What is required »
From the data below, please reproduce exactly everything from the line that contains "<!-- street labels -->" down to the line that contains "<!-- water labels -->", with both ends included.

The data »

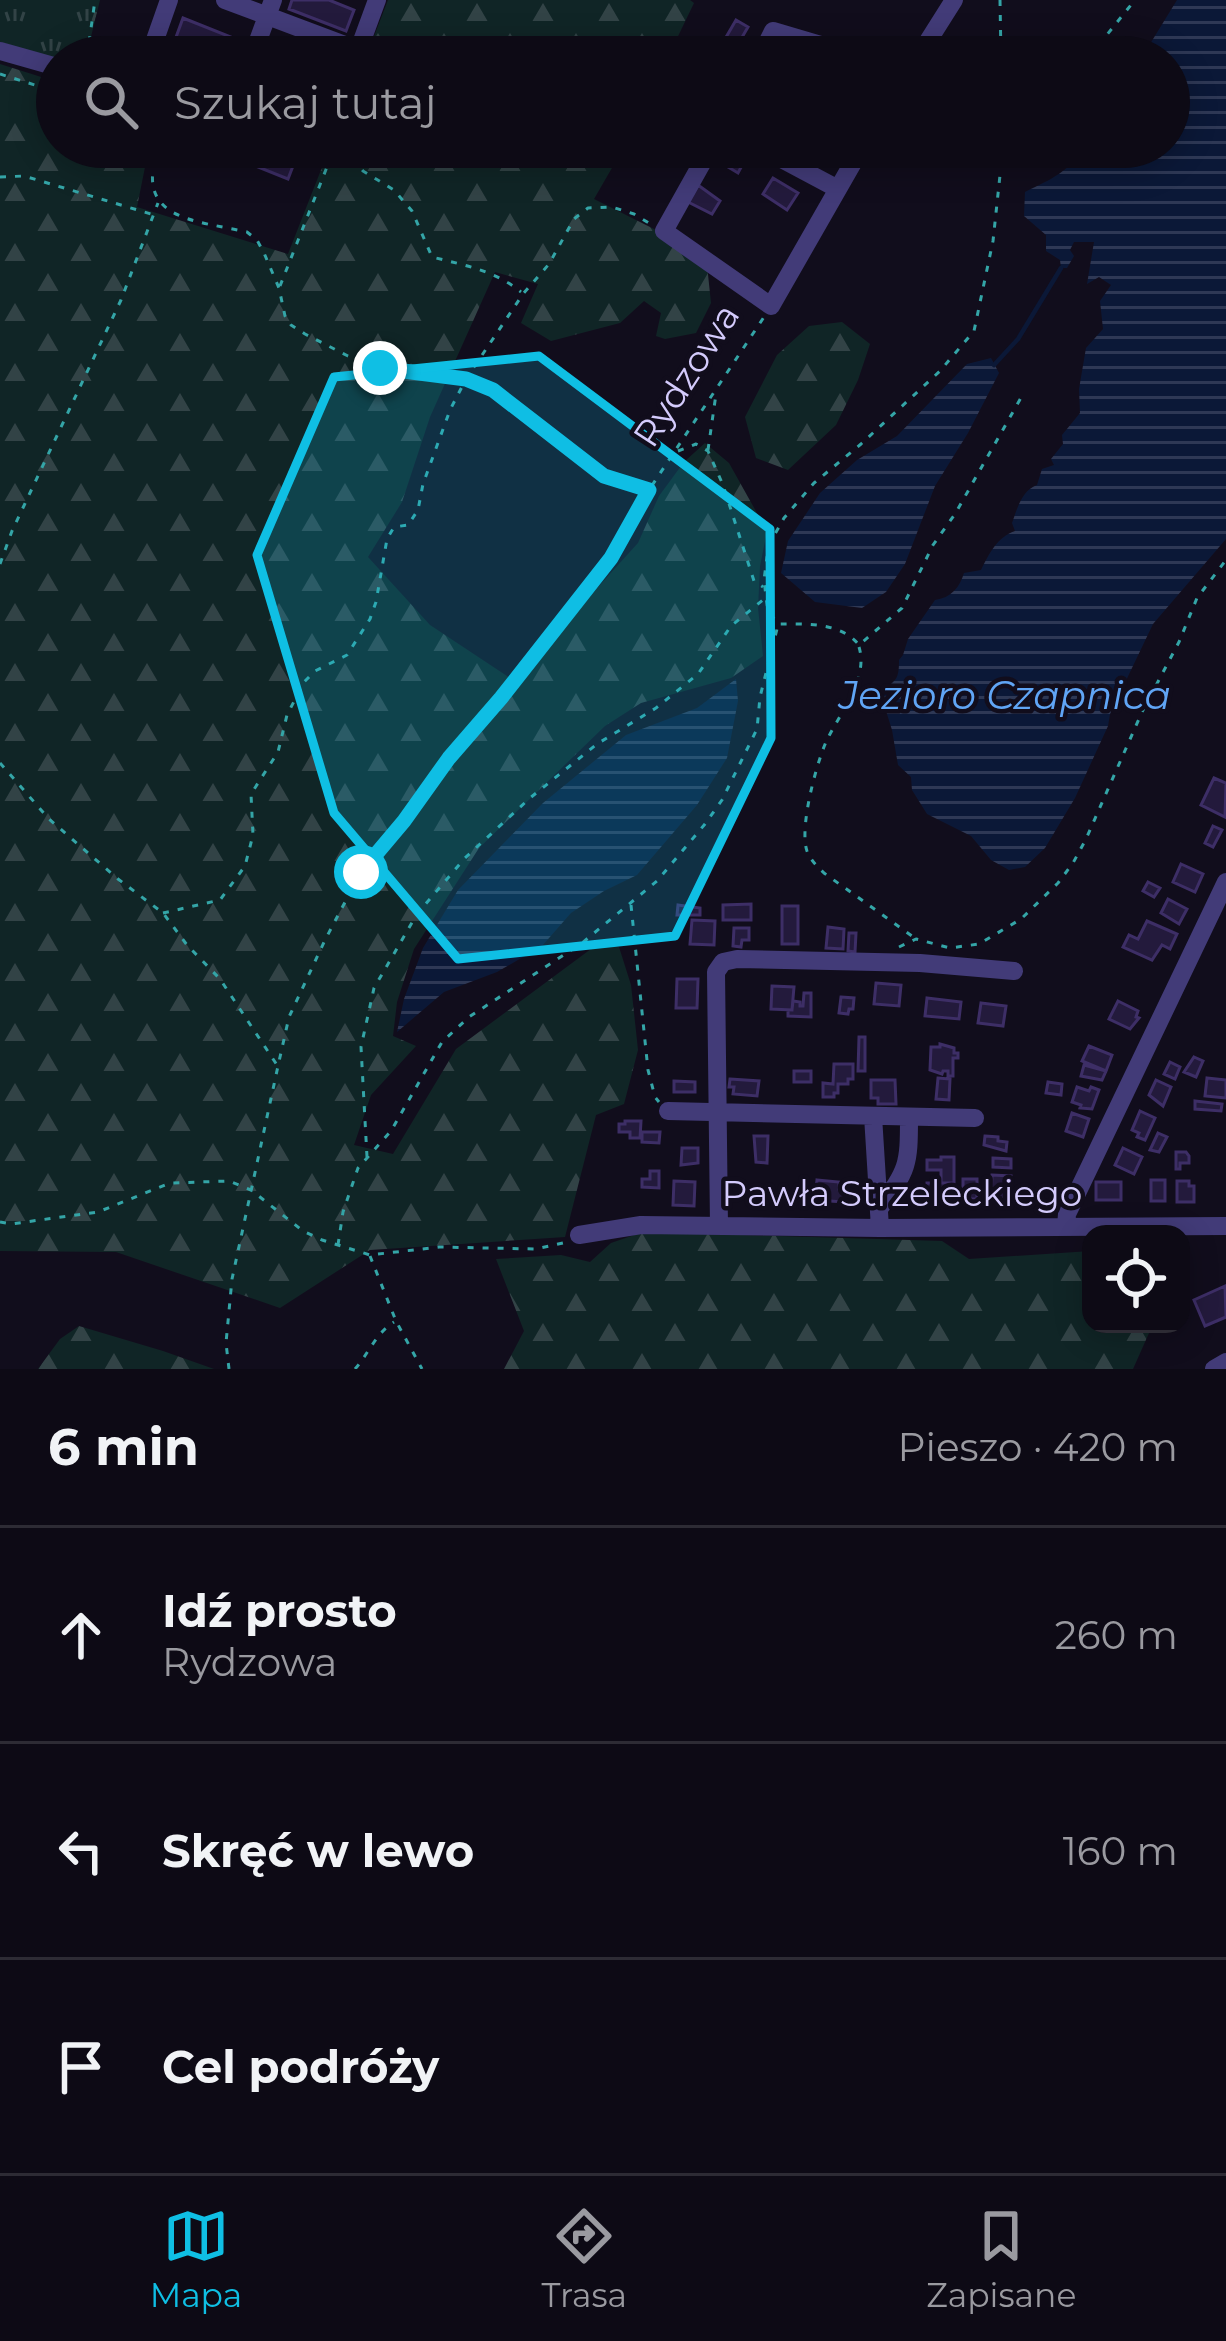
<!DOCTYPE html>
<html lang="pl">
<meta charset="utf-8">
<style>
:root{--surface:#0d0a15;--page:#1b1822;--text:#f1f3f6;--muted:#9a9aa0;--line:#2d2b34;--accent:#0fbfe4}
body{margin:0;font-family:Montserrat,sans-serif;background:var(--page);color:var(--text)}
.controls{position:absolute;right:36px;bottom:36px;display:grid;overflow:hidden;border-radius:24px;box-shadow:0 6px 30px #0003}
.controls button{width:108px;height:108px;display:grid;place-items:center;padding:0;border:0;border-bottom:3px solid var(--line);background:var(--surface);color:var(--text);font:60px sans-serif}
.stop{position:absolute;width:36px;height:36px;margin:-27px;border:9px solid #0fbfe4;border-radius:50%;background:#fff}
.stop.end{background:#0fbfe4;border-color:#fff;box-shadow:0 3px 12px #0008}
.list{margin:0;padding:0;list-style:none}
h2{display:flex;justify-content:space-between;align-items:center;height:156px;margin:0;padding:0 48px;font-size:51px}
h2 small{font-size:39px;font-weight:400;color:var(--muted)}
.list li{display:grid;grid-template-columns:78px 1fr auto;gap:36px;align-items:center;box-sizing:border-box;height:216px;padding:0 48px;border-top:3px solid var(--line)}
.list b{display:block;font-size:45px;white-space:nowrap}
.list p{margin:0;font-size:39px;white-space:nowrap;color:var(--muted)}
.list em{font-size:39px;font-style:normal;color:var(--muted)}
.icon{flex:none;width:66px;height:66px;fill:none;stroke:currentColor;stroke-width:2;stroke-linecap:round;stroke-linejoin:round}
.map{position:relative;flex:none;width:1226px;height:1369px;overflow:hidden}
.search{position:absolute;background:var(--surface);box-shadow:0 6px 30px #0003;left:36px;right:36px;top:36px;height:132px;display:flex;align-items:center;gap:30px;box-sizing:border-box;padding:0 42px;border-radius:66px;color:var(--muted);font-size:45px}
.sheet{height:804px;background:var(--surface)}
nav{display:flex;justify-content:space-around;align-items:center;box-sizing:border-box;height:168px;border-top:3px solid var(--line);background:var(--surface);font-size:33px;color:var(--muted)}
nav a{display:grid;justify-items:center;gap:6px}
nav .on{color:var(--accent)}
.map>svg:first-child{display:block}
</style>
<div class="map">
<svg width="1226" height="1369" viewBox="0 0 1226 1369">
<defs>
<pattern id="grass-tufts" width="24" height="20" patternUnits="userSpaceOnUse" patternTransform="scale(3)"><rect width="24" height="20" fill="#102526"/><path d="M3 7l-1-3M5 7V3M7 7l1-3M15 17l-1-3M17 17v-4M19 17l1-3" fill="none" stroke="#324346"/></pattern>
<pattern id="forest-firs" width="22" height="20" patternUnits="userSpaceOnUse" patternTransform="scale(3)"><rect width="22" height="20" fill="#102526"/><path d="M5 1l3.5 6h-7zM16 11l3.5 6h-7z" fill="#324346"/></pattern>
<pattern id="water-rules" width="6" height="5" patternUnits="userSpaceOnUse" patternTransform="scale(3)"><rect width="6" height="5" fill="#0b1837"/><path d="M0 2.5h6" fill="none" stroke="#2e3855"/></pattern>
</defs>
<rect width="100%" height="100%" fill="#110d1c"/>
<!-- grass -->
<path fill="url(#grass-tufts)" d="M0 0H100L86 57H57V59L0 42Z"/>
<!-- forest -->
<path fill="url(#forest-firs)" d="M388 0H690L694 3 668 57H366Z
M0 64 57 82V147H149L137 207 288 254 330 147H624L594 199 666 235 707 265 711 303 696 333 665 339 656 336 661 313 644 301 620 323 551 341 521 323 538 284 495 272 430 417 402 502 368 557 430 625 519 684 589 597 638 543 659 496 684 462 705 443 729 463 767 531 760 566 758 608 763 656 731 678 641 703 605 726 479 848 414 949 397 1002 393 1036 416 1046 371 1095 354 1145 393 1154 456 1049 595 946 619 947 631 985 638 1050 624 1104 596 1115 565 1237 370 1250 280 1308 116 1252 0 1251Z
M842 322 870 344 858 380 836 425 788 470 756 458 745 417 777 355 809 326Z
M643 1232 942 1241 969 1259 1091 1251V1324H1153L1133 1369H504L524 1331 496 1259 561 1255 590 1262 611 1243Z
M79 1326 163 1351 214 1369H38L60 1339Z"/>
<!-- water -->
<path fill="url(#water-rules)" d="M1177 0H1226V539L1153 624 1110 714 1108 726 1075 798 1045 848 1025 867 1009 870 991 860 971 836 927 814 912 790 911 777 898 765 892 730 882 698 883 688C898 682 899 675 899 660L903 655 908 639 935 600C951 598 960 587 964 573L981 570C989 554 997 537 1015 531L1012 523C1017 509 1022 490 1037 485L1042 469 1054 465 1051 459 1063 444 1062 435 1080 413 1079 389 1086 348 1103 329 1100 301 1111 285 1099 277 1087 284 1094 242H1074L1070 250 1074 256 1067 268H1061L1060 260 1046 251V235L1024 216 1025 192C1052 179 1069 171 1086 147H1169V57H1142Z
M991 358 999 373 968 433 935 486 905 564 886 592 862 608 815 602 781 573 788 541 820 493 857 460 897 436 967 364Z
M736 679 738 701 727 758 697 805 637 875 604 891 571 913 542 946 497 972 444 992 397 1032 404 999 423 948 458 890 543 803 626 735 697 708Z"/>
<g fill="none" stroke-linecap="round" stroke-linejoin="round">
<!-- stream -->
<path stroke="#0b1837" stroke-width="4.5" d="M994 365 1018 339 1061 268"/>
</g>
<!-- building -->
<path fill="#231a3c" stroke="#3d2e66" stroke-width="3" d="M292 0H329L354 10 346 31 289 9Z
M183 18 241 41 235 57H219L175 40Z
M736 20 748 27 737 46 725 39Z
M234 147H269L296 158 288 179 231 156Z
M724 150 746 158 738 173 718 161Z
M773 178 798 193 787 210 763 194Z
M698 185 720 201 712 214 688 202Z
M1214 778 1226 783 1225 817 1201 805Z
M1213 826 1222 830 1213 847 1205 843Z
M1181 864 1203 874 1195 892 1173 882Z
M1148 882 1160 888 1154 897 1143 891Z
M1168 899 1187 909 1179 924 1161 913Z
M751 904V920H723V905Z
M678 905 700 908V915H677Z
M782 906H798V944H782Z
M692 920 715 921 714 945 690 944Z
M1147 921 1177 934 1170 949 1162 945 1152 960 1123 947 1129 935 1138 939Z
M828 927 844 929 843 949 826 948Z
M734 928H749V940H742L741 947 733 946Z
M849 933H856L855 952 848 951Z
M677 979H698L697 1008H676Z
M876 983 901 985 899 1006 874 1004Z
M772 986 794 987 792 1010 771 1009Z
M804 993H811V1017L788 1016V1010H792L793 1001 800 1002V1006H803Z
M841 997 854 998 853 1009H849L848 1014 839 1013Z
M927 998 961 1002 959 1019 925 1016Z
M1118 1001 1138 1011 1136 1017 1139 1018 1130 1029 1109 1019Z
M981 1003 1006 1006 1003 1026 978 1023Z
M859 1037H865V1071H858Z
M940 1044 954 1048V1053H958V1058H953V1076H948V1071H943L942 1074 930 1070 931 1047H940Z
M1089 1046 1112 1055 1106 1071 1082 1061Z
M1194 1057 1203 1061 1196 1077 1184 1072Z
M1170 1062 1180 1067 1175 1079 1164 1074Z
M834 1064H853V1079H848V1084H838V1093H834V1097H823V1083L833 1084Z
M1084 1065 1106 1071 1102 1080 1081 1076Z
M794 1071H811V1082H794Z
M938 1078 950 1079 949 1100 936 1099Z
M1207 1078 1226 1080V1098L1205 1096Z
M730 1079 759 1081 757 1096 733 1094 734 1087H729Z
M871 1080H895L896 1104H878V1098H871Z
M1156 1080 1171 1087 1163 1106 1149 1095Z
M674 1081 695 1082V1092H674Z
M1048 1082 1062 1084 1061 1095 1046 1093Z
M1077 1087 1089 1091 1091 1087 1099 1090 1092 1109 1080 1108 1081 1105 1072 1102Z
M1195 1101 1222 1104 1221 1111 1195 1109Z
M1140 1111 1155 1118 1145 1140 1137 1137 1139 1133 1132 1130Z
M1072 1113 1089 1119 1083 1137 1066 1131Z
M625 1121H641L640 1138H630V1132H619V1124H625Z
M642 1132H660L659 1143 642 1142Z
M1158 1133 1167 1137 1159 1152 1150 1150Z
M754 1136H768L767 1163 756 1162Z
M985 1136 998 1137V1141L1007 1142 1006 1151 984 1145Z
M682 1148H698V1163L681 1165Z
M1123 1148 1142 1157 1134 1174 1115 1165Z
M1176 1152H1186L1189 1156V1163H1180V1169H1176Z
M941 1157H954V1183H941V1170H927V1160H941Z
M993 1158 1011 1159V1168L993 1167Z
M650 1171H659V1188L642 1187V1179H650Z
M992 1175 1011 1176 1010 1199 991 1198Z
M963 1179H977V1199H963Z
M817 1180 839 1182V1189H845L844 1202 815 1200Z
M1151 1180H1165V1201H1151Z
M674 1181 695 1182 694 1206 673 1205Z
M1177 1181H1189V1186H1194V1202H1177Z
M1096 1182H1121V1200H1096Z
M927 1183H949V1200L927 1201Z
M1225 1286 1226 1317 1205 1326 1194 1300Z"/>
<g fill="none" stroke-linecap="round" stroke-linejoin="round">
<!-- path -->
<path stroke="#34a5a7" stroke-width="3" stroke-dasharray="6 9" stroke-linecap="butt" d="M1000 0 1001 57
M87 57 95 0
M1089 57 1135 0
M0 74 57 92
M159 147C132 220 194 220 247 232L257 240 264 253 279 288 285 316 291 325 305 334 348 356 380 368 466 379 493 390 521 415 604 476 647 490
M343 147 363 171 394 190 412 211 432 257C464 265 496 271 521 292
M1003 147 993 241 974 331 940 371 861 444 814 483 784 518 775 534 767 557 764 580 768 612 779 624C806 624 841 622 859 645L902 608 933 545 955 514 1022 396
M0 177 24 176 151 214
M280 286 327 167
M708 450 716 394
M678 451 696 444 708 451 723 485 754 581 763 587
M0 564 12 531 121 300 158 203
M859 647C869 679 839 714 826 742 816 765 799 828 807 851 811 861 817 866 824 873L916 939
M0 763 49 819 118 879 163 913 187 945 220 979 277 1065
M631 905 648 1070 655 1097 659 1102
M163 913 220 900 245 866 253 835 251 794 278 752 287 715 304 682 315 671 347 655 370 619 376 602 387 539 394 527 408 525 418 510 423 484 450 410 466 379 523 294 549 264 574 219 588 208 612 207 634 214 652 225
M899 947 916 939 950 948 979 944 1021 919 1058 883 1073 863 1086 839 1142 712 1179 642 1197 598 1226 560
M367 1157 361 1047 374 988 417 914 465 858 530 798 597 744 656 708 698 674 731 626 764 599
M0 1222 11 1224 98 1212 170 1183 229 1181 251 1190 303 1231 322 1240 370 1255 439 1247 536 1249 563 1243
M338 1245 343 1212 358 1168 391 1131 442 1042 469 1017 582 943 657 881 705 824 722 800 757 729 760 697 778 625
M370 1256 396 1321 422 1369
M229 1369 226 1343 232 1279 278 1066 289 1017 325 940 361 872 611 558 649 490 764 317
M355 1369C369 1353 376 1333 394 1322"/>
<!-- minor -->
<path stroke="#423b78" stroke-width="18" d="M225 0 358 50
M0 51 57 67
M149 57 169 0
M252 57 273 0
M356 57 377 0
M760 57 773 31 861 57
M918 57 954 0
M299 147 318 154 321 147
M711 147 664 231 771 306 862 147
M759 147 838 189
M668 1111 975 1118
M873 1116 880 1228
M879 1209C908 1169 909 1166 909 1117
M719 1226 716 972 723 962 737 959 920 963 1014 971
M1066 1226 1067 1214 1226 882
M579 1235 641 1225 880 1228 1226 1226
M1214 1369 1226 1362"/>
</g>
<g fill="none" stroke-linecap="round" stroke-linejoin="round">
<!-- route -->
<path stroke="#0fbfe4" stroke-width="15" d="M361 872 404 821 449 758 501 698 611 558 649 490 604 476 493 390 466 379 380 368"/>
</g>
<!-- marked area -->
<path fill="#0fbfe4" fill-opacity="0.2" stroke="#0fbfe4" stroke-width="9" stroke-linejoin="round" d="M539 356 770 529 771 738 675 936 458 959 334 813 257 555 334 377Z"/>
<g text-anchor="middle" stroke-width="9" stroke-linejoin="round" paint-order="stroke">
<!-- street labels -->
<g font-size="36" fill="#d4cbfc" stroke="#110d1c">
<text transform="translate(686 375) rotate(-57)" y="13">Rydzowa</text>
<text x="902" y="1206">Pawła Strzeleckiego</text>
</g>
<!-- water labels -->
<g font-size="39" font-style="italic" fill="#60a5f5" stroke="#110d1c">
<text x="1005" y="709">Jezioro Czapnica</text>
</g>
</g>
</svg>
<div class="controls">
<button><svg class="icon" aria-label="locate" viewBox="0 0 24 24"><circle cx="12" cy="12" r="6"/><path d="M12 2v4M12 18v4M2 12h4M18 12h4"/></svg></button>
</div>
<div class="stop" style="left:361px;top:872px"></div>
<div class="stop end" style="left:380px;top:368px"></div>
<div class="search"><svg class="icon" aria-label="search" viewBox="0 0 24 24"><circle cx="10" cy="10" r="6"/><path d="M15 15l6 6"/></svg>Szukaj tutaj</div>
</div>
<section class="sheet">
<h2>6 min<small>Pieszo · 420 m</small></h2>
<ul class="list">
<li><svg class="icon" aria-label="ahead" viewBox="0 0 24 24"><path d="M12 20V5M6 11l6-6 6 6"/></svg><div><b>Idź prosto</b><p>Rydzowa</p></div><em>260 m</em></li>
<li><svg class="icon" aria-label="left" viewBox="0 0 24 24"><path d="M17 20v-9H6M10 6l-5 5 5 5"/></svg><div><b>Skręć w lewo</b></div><em>160 m</em></li>
<li><svg class="icon" aria-label="arrive" viewBox="0 0 24 24"><path d="M6 21V4h12l-3 4 3 4H6"/></svg><div><b>Cel podróży</b></div></li>
</ul>
</section>
<nav>
<a class="on"><svg class="icon" aria-label="map" viewBox="0 0 24 24"><path d="M3 6l6-2 6 2 6-2v14l-6 2-6-2-6 2zM9 4v14M15 6v14"/></svg>Mapa</a>
<a><svg class="icon" aria-label="directions" viewBox="0 0 24 24"><path d="M12 3l9 9-9 9-9-9zM9 14v-3h6M13 9l2 2-2 2"/></svg>Trasa</a>
<a><svg class="icon" aria-label="saved" viewBox="0 0 24 24"><path d="M7 4h10v16l-5-4-5 4z"/></svg>Zapisane</a>
</nav>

Task solution »
<!-- street labels -->
<g font-size="36" fill="#d4cbfc" stroke="#110d1c">
<text transform="translate(686 375) rotate(-57)" y="13">Rydzowa</text>
<text x="902" y="1206">Pawła Strzeleckiego</text>
</g>
<!-- water labels -->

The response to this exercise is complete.